May 7 (Reuters) - Bond trading platform MarketAxess ( MKTX )
beat Wall Street estimates for first-quarter profit on
Wednesday, as heightened market volatility sparked record
trading results.
WHY IT'S IMPORTANT
Sweeping changes by U.S. President Donald Trump affecting
global trade policy have injected volatility in the bond markets
and spurred investor engagement.
MarketAxess' ( MKTX ) results offer an insight into the bond market,
widely viewed as a more reliable indicator of recession than the
stock market.
CONTEXT
Mounting recession fears have sparked greater bond trading
volumes as investors aggressively rejig their portfolios to
hedge risks.
MarketAxess ( MKTX ) recently launched new capabilities in its
portfolio and block trading offerings to drive increased client
engagement.
New York-based MarketAxess ( MKTX ) expects continued market
volatility and new offerings to strengthen its U.S. credit
market share in the coming quarters.
KEY QUOTE
"During 1Q25 and continuing in early 2Q25, we have been
encouraged by the performance of our platform as our clients
have navigated the ongoing credit market volatility,"

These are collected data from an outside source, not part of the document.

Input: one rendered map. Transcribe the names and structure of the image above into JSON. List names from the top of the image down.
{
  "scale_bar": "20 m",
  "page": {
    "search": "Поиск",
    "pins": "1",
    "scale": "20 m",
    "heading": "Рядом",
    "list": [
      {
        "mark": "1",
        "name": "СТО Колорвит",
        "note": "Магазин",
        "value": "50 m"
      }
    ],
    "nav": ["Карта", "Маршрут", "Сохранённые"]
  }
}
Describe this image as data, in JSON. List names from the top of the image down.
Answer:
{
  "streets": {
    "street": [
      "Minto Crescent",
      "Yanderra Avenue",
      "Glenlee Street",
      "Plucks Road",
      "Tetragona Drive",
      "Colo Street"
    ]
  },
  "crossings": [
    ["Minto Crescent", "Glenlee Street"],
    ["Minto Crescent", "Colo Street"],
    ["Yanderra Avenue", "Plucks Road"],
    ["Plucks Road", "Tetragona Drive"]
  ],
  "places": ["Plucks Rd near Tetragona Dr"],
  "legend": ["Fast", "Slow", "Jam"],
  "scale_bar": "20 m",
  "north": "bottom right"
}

MarketAxess ( MKTX ) CEO Chris Concannon said.
"We believe that MarketAxess' ( MKTX ) platform is well-positioned in
this environment."
BY THE NUMBERS
On an adjusted basis, MarketAxess ( MKTX ) earned $1.87 per share in
the three months ended March 31, beating Wall Street
expectations of $1.81, according to data compiled by LSEG data.
Total average daily volume (ADV) jumped 31% to record $42.9
billion in the quarter.
Credit products, which generate about 90% of MarketAxess' ( MKTX )
revenue, posted a 6% rise in ADV to record $15.9 billion, driven
mainly by strength in emerging markets and eurobonds.